» **WHAT THIS TASK INVOLVES**:
Your copy should hold the lines below from the first through the one that contains "2px #b7bac0) drop-shadow(0", each retyped exactly, and no pictures.

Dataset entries
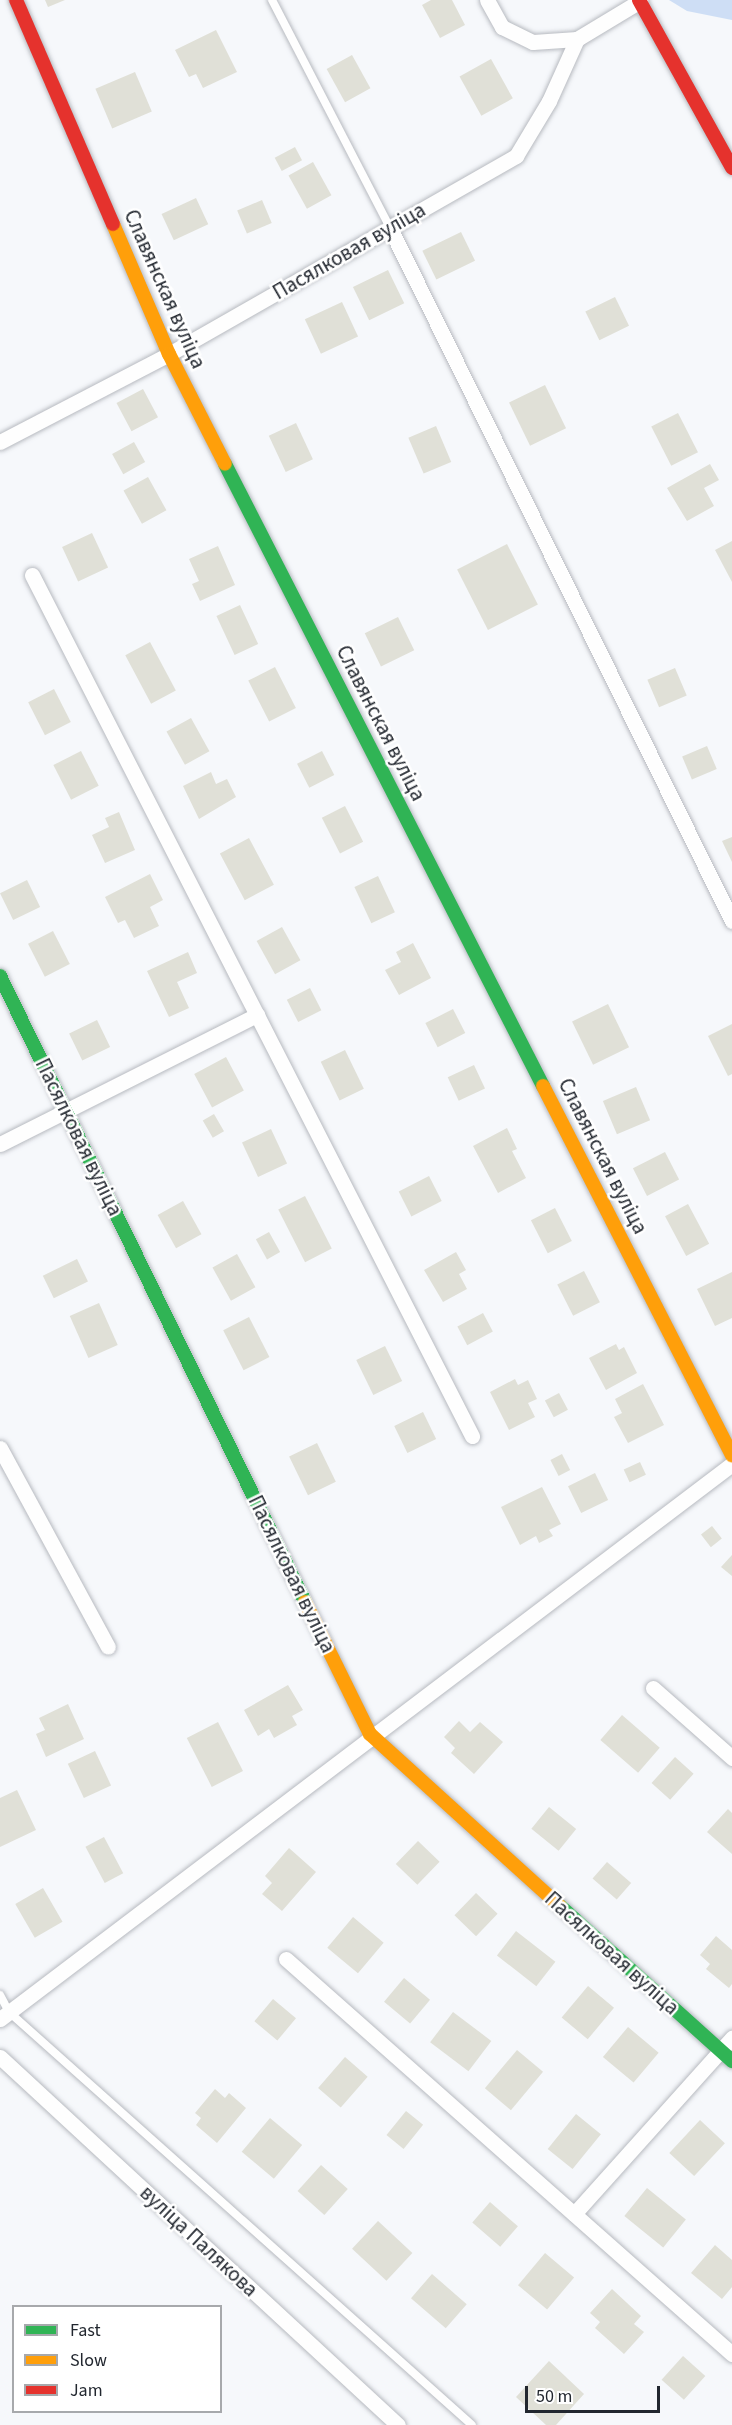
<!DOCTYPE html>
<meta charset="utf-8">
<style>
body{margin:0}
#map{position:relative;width:732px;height:2425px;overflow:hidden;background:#f6f8fb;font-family:"Source Sans 3",sans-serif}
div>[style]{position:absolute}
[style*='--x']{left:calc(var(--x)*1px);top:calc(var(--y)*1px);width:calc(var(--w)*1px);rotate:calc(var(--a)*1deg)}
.green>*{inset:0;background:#cedef5}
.building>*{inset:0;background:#e0e0d7;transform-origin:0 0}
.roads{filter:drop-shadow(0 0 2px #b7bac0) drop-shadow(0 0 2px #b7bac0)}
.lane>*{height:8px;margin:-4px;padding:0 4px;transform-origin:4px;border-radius:4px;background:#fefefe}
.street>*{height:15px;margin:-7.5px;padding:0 7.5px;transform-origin:7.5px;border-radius:7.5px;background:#fefefe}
.fast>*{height:14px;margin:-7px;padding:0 7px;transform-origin:7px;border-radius:7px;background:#30b455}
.slow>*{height:14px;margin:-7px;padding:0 7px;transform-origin:7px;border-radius:7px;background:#ff9f0a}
.jam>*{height:14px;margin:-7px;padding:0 7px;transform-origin:7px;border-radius:7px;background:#e5322d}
span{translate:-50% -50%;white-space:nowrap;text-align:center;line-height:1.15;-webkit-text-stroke:5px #fff;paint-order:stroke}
.street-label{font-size:21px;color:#22272f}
.legend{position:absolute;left:12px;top:2305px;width:210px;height:108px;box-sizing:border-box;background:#fff;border:2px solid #a7a9ac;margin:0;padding:8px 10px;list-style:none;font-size:18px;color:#22272f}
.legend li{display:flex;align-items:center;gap:12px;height:30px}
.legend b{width:30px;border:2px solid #a7a9ac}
.scale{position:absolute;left:525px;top:2386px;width:135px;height:27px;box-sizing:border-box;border:3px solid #22272f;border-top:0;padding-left:8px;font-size:18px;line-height:21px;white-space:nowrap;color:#22272f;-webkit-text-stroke:4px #fff;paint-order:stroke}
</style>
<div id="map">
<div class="green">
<i style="clip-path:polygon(669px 0,732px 0,732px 20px,687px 11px)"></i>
</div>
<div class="building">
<i style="clip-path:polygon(45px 0,65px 0,48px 7px)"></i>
<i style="clip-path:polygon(431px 0,452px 0,465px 25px,440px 38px,422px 5px)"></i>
<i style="clip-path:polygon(216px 30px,237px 72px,203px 88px,196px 74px,189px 77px,175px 50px)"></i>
<i style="left:352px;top:55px;width:38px;height:29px;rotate:61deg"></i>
<i style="left:491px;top:59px;width:45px;height:36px;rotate:61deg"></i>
<i style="left:135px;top:72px;width:43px;height:43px;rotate:67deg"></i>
<i style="left:295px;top:147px;width:15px;height:23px;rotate:62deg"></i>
<i style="left:313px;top:162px;width:38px;height:28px;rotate:61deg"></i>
<i style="left:196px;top:198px;width:29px;height:38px;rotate:65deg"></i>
<i style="left:262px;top:200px;width:25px;height:27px;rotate:67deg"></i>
<i style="left:461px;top:232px;width:32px;height:43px;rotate:64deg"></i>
<i style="left:388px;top:270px;width:37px;height:39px;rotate:64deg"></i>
<i style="left:615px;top:297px;width:32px;height:33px;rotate:64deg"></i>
<i style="left:342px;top:302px;width:38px;height:41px;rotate:65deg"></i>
<i style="left:545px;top:385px;width:48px;height:40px;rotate:64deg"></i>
<i style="left:143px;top:389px;width:32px;height:30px;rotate:62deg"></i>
<i style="left:678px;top:413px;width:44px;height:30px;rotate:63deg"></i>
<i style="left:296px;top:423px;width:40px;height:30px;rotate:65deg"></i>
<i style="left:436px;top:426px;width:39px;height:30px;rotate:67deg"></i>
<i style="left:134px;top:442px;width:23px;height:25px;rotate:61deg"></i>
<i style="clip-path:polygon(710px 464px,719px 480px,704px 488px,714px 506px,687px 521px,667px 488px)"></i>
<i style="left:148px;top:477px;width:38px;height:28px;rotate:61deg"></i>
<i style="left:92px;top:533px;width:38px;height:33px;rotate:65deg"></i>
<i style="clip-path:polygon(732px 541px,732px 582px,715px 550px)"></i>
<i style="left:507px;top:544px;width:68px;height:56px;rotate:63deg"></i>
<i style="clip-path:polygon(218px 546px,235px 585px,200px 601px,192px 584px,199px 581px,189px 559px)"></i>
<i style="left:240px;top:605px;width:43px;height:26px;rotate:65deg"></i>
<i style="left:398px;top:617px;width:37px;height:37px;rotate:64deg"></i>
<i style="left:150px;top:642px;width:55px;height:28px;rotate:62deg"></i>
<i style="left:275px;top:667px;width:46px;height:30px;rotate:63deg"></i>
<i style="left:675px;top:668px;width:30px;height:30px;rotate:67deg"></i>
<i style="left:54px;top:689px;width:37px;height:29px;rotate:63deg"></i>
<i style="left:191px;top:718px;width:38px;height:28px;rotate:61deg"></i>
<i style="left:707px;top:746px;width:25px;height:27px;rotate:67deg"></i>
<i style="left:81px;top:751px;width:39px;height:31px;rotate:63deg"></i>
<i style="left:322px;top:751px;width:27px;height:28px;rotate:63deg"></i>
<i style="clip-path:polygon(211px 772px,216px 784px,227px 779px,236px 797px,199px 819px,183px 786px)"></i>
<i style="left:345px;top:806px;width:40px;height:26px;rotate:63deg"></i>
<i style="clip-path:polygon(119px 812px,135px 850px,105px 863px,92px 835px,109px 827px,105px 818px)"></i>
<i style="clip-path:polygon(732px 837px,732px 862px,722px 841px)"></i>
<i style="left:249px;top:838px;width:53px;height:33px;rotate:62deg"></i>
<i style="clip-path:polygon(150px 874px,163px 900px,150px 907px,159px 926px,134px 938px,125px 920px,118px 923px,105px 897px)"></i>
<i style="left:378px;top:876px;width:40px;height:26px;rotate:65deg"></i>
<i style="left:27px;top:880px;width:30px;height:30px;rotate:64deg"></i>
<i style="left:282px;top:927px;width:38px;height:29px;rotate:61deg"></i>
<i style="left:53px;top:931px;width:37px;height:28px;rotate:63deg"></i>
<i style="clip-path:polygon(413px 943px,431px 978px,399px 995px,385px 970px,401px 962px,396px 952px)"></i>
<i style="clip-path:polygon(188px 952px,197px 973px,177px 982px,189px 1008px,169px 1017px,147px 971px)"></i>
<i style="left:310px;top:988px;width:25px;height:26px;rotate:63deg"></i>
<i style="left:608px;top:1004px;width:48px;height:40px;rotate:64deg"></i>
<i style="left:453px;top:1009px;width:27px;height:31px;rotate:63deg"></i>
<i style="left:97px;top:1020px;width:30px;height:31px;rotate:64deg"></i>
<i style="clip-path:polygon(732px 1024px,732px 1074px,728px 1076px,708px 1036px)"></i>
<i style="left:345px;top:1050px;width:43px;height:27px;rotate:64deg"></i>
<i style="left:226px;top:1057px;width:38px;height:36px;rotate:62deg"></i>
<i style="left:474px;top:1065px;width:26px;height:29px;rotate:65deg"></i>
<i style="left:636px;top:1087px;width:36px;height:36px;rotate:67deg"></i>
<i style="left:214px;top:1114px;width:20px;height:13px;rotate:60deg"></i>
<i style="clip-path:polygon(507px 1128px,517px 1149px,512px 1151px,526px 1178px,498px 1193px,473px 1146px)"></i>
<i style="left:271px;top:1129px;width:38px;height:32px;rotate:65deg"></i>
<i style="left:665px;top:1152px;width:31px;height:36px;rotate:63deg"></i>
<i style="left:429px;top:1176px;width:28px;height:34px;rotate:63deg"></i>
<i style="left:305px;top:1196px;width:59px;height:30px;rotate:63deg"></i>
<i style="left:183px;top:1201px;width:38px;height:29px;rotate:61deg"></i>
<i style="left:688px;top:1204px;width:45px;height:26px;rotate:62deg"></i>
<i style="left:555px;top:1208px;width:37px;height:27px;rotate:63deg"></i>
<i style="left:269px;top:1232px;width:23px;height:15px;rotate:61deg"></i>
<i style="clip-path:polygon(456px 1252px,466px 1270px,459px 1274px,467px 1289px,443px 1302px,424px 1270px)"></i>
<i style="left:237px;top:1254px;width:38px;height:28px;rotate:61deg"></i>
<i style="left:77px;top:1259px;width:25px;height:38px;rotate:64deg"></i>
<i style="left:584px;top:1271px;width:35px;height:30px;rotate:63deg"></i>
<i style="clip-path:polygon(732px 1272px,732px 1318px,715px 1326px,697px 1289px)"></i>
<i style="left:99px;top:1303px;width:46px;height:32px;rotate:66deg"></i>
<i style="left:483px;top:1313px;width:21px;height:29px;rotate:62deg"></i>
<i style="left:249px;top:1317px;width:45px;height:29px;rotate:63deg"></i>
<i style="clip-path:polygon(616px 1344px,619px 1350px,624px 1347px,637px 1373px,606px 1390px,589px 1358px)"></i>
<i style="left:385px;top:1346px;width:39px;height:32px;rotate:64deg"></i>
<i style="clip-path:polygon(515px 1379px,518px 1385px,528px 1380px,537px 1399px,528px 1403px,535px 1417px,509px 1430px,490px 1392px)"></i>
<i style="clip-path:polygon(643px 1384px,664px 1425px,628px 1443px,614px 1417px,622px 1413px,615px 1399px)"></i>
<i style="left:559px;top:1393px;width:19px;height:16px;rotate:62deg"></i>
<i style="left:423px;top:1412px;width:30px;height:32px;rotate:64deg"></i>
<i style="left:317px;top:1443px;width:43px;height:31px;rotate:64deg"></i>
<i style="left:562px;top:1454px;width:18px;height:13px;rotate:63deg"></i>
<i style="left:640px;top:1462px;width:14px;height:18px;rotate:65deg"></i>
<i style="left:595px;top:1473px;width:30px;height:30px;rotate:64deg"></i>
<i style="clip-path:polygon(542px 1487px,561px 1524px,549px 1530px,553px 1536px,539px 1543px,536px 1536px,520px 1545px,501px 1507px)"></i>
<i style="left:712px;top:1526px;width:16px;height:14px;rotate:52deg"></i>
<i style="clip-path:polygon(732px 1555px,732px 1576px,721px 1567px)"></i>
<i style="clip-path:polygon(288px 1685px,303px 1710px,292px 1716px,297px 1725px,274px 1738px,269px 1729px,258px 1736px,244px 1710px)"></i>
<i style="clip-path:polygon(68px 1704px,84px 1739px,46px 1757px,36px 1734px,45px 1730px,39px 1718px)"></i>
<i style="left:622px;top:1715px;width:50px;height:33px;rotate:41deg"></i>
<i style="clip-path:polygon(459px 1721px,470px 1732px,480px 1722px,503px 1742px,474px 1774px,451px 1753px,455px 1748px,444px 1737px)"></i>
<i style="left:218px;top:1722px;width:55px;height:35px;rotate:63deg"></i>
<i style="left:95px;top:1751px;width:38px;height:30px;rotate:65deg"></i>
<i style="left:675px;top:1757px;width:25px;height:35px;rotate:42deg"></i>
<i style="clip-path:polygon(17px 1790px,36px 1830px,0 1847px,0 1798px)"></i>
<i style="left:549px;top:1807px;width:35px;height:28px;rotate:39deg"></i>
<i style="clip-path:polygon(728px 1809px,732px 1813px,732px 1854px,707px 1832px)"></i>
<i style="left:104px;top:1837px;width:41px;height:21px;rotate:62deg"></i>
<i style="left:418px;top:1841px;width:30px;height:32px;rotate:44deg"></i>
<i style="clip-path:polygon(289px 1848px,316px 1872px,282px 1911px,262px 1894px,272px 1883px,265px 1876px)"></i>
<i style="left:607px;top:1862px;width:32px;height:22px;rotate:41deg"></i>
<i style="left:43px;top:1888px;width:39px;height:32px;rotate:60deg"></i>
<i style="left:476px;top:1893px;width:30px;height:31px;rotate:44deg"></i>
<i style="left:353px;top:1917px;width:40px;height:40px;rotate:40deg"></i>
<i style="left:516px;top:1931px;width:50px;height:31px;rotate:38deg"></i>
<i style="clip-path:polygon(716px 1936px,732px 1950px,732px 1984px,729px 1988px,706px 1969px,710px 1964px,700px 1955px)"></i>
<i style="left:404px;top:1978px;width:34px;height:31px;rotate:40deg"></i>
<i style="left:588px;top:1986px;width:34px;height:41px;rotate:40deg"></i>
<i style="left:273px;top:1999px;width:30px;height:29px;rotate:40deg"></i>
<i style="left:453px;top:2012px;width:48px;height:38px;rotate:37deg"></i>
<i style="left:628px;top:2027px;width:40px;height:39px;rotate:40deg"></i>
<i style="left:517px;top:2050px;width:34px;height:50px;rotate:40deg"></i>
<i style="left:345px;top:2057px;width:30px;height:41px;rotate:41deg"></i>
<i style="clip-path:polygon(215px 2089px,225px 2098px,229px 2093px,246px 2108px,217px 2143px,196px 2125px,201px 2118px,195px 2113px)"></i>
<i style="left:406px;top:2111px;width:22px;height:31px;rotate:39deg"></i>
<i style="left:576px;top:2114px;width:32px;height:45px;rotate:39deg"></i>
<i style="left:270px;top:2118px;width:42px;height:44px;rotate:40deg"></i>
<i style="left:700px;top:2120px;width:34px;height:45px;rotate:43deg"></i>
<i style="left:321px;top:2165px;width:36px;height:35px;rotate:42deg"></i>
<i style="left:647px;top:2188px;width:50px;height:36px;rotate:39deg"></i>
<i style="left:490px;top:2202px;width:37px;height:27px;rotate:41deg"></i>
<i style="left:378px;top:2221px;width:47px;height:38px;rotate:43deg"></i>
<i style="clip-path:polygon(715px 2245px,732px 2260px,732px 2287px,722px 2299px,691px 2273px)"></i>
<i style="left:545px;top:2253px;width:38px;height:42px;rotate:40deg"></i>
<i style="left:432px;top:2274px;width:46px;height:32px;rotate:41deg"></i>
<i style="clip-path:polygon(612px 2289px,641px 2316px,634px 2324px,644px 2332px,624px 2354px,595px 2328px,600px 2322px,590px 2313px)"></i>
<i style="left:683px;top:2356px;width:30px;height:32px;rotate:42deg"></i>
<i style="clip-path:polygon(549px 2361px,584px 2394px,556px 2425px,546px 2425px,516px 2397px)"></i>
</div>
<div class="roads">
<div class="lane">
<i style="--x:272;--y:0;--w:257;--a:62.6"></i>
<i style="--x:0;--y:1995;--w:19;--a:62"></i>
<i style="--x:9;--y:2012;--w:620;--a:41.73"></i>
</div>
<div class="street">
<i style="--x:487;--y:0;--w:31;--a:61"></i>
<i style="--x:502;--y:27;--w:34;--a:26"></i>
<i style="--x:533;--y:42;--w:44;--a:-3.9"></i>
<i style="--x:390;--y:228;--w:773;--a:63.73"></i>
<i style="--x:0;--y:442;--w:191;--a:-27.5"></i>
<i style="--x:169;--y:354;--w:400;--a:-29.7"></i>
<i style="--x:516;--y:156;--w:64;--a:-59"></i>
<i style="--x:549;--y:101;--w:68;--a:-65.7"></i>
<i style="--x:577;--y:39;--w:74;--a:-31.1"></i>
<i style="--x:32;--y:575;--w:967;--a:62.93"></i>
<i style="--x:0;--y:1144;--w:288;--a:-26.7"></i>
<i style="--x:0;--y:1448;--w:226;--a:61.5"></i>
<i style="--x:653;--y:1688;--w:106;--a:41.5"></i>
<i style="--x:286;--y:1959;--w:596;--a:41.53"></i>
<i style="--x:0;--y:2019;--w:919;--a:-37.17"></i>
<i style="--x:0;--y:2057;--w:542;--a:42.76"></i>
<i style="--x:574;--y:2214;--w:237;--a:-48.1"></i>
</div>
<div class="fast">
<i style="--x:225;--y:464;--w:699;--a:62.92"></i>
<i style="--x:0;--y:976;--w:696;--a:64.02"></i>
<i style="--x:560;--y:1906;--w:232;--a:42"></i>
</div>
<div class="slow">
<i style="--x:113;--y:224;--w:142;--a:66.7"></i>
<i style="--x:169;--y:354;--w:123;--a:63"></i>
<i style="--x:543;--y:1086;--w:415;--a:62.9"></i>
<i style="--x:305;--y:1602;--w:147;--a:63.8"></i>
<i style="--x:370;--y:1734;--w:256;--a:42.2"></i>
</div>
<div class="jam">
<i style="--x:16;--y:0;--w:244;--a:66.6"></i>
<i style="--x:639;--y:0;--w:192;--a:61"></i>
</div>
</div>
<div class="street-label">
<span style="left:349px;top:251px;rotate:-30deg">Пасялковая вуліца</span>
<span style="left:165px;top:289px;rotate:66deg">Славянская вуліца</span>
<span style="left:381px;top:723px;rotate:63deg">Славянская вуліца</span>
<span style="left:79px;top:1137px;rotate:64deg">Пасялковая вуліца</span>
<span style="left:603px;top:1156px;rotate:63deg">Славянская вуліца</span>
<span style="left:292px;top:1574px;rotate:64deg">Пасялковая вуліца</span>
<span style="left:612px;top:1953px;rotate:42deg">Пасялковая вуліца</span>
<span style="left:199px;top:2241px;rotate:43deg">вуліца Палякова</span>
</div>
<ul class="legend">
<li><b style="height:8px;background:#30b455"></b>Fast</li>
<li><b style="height:8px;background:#ff9f0a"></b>Slow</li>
<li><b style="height:8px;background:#e5322d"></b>Jam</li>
</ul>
<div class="scale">50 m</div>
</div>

» **ANSWER TO THIS PROBLEM**:
<!DOCTYPE html>
<meta charset="utf-8">
<style>
body{margin:0}
#map{position:relative;width:732px;height:2425px;overflow:hidden;background:#f6f8fb;font-family:"Source Sans 3",sans-serif}
div>[style]{position:absolute}
[style*='--x']{left:calc(var(--x)*1px);top:calc(var(--y)*1px);width:calc(var(--w)*1px);rotate:calc(var(--a)*1deg)}
.green>*{inset:0;background:#cedef5}
.building>*{inset:0;background:#e0e0d7;transform-origin:0 0}
.roads{filter:drop-shadow(0 0 2px #b7bac0) drop-shadow(0 0 2px #b7bac0)}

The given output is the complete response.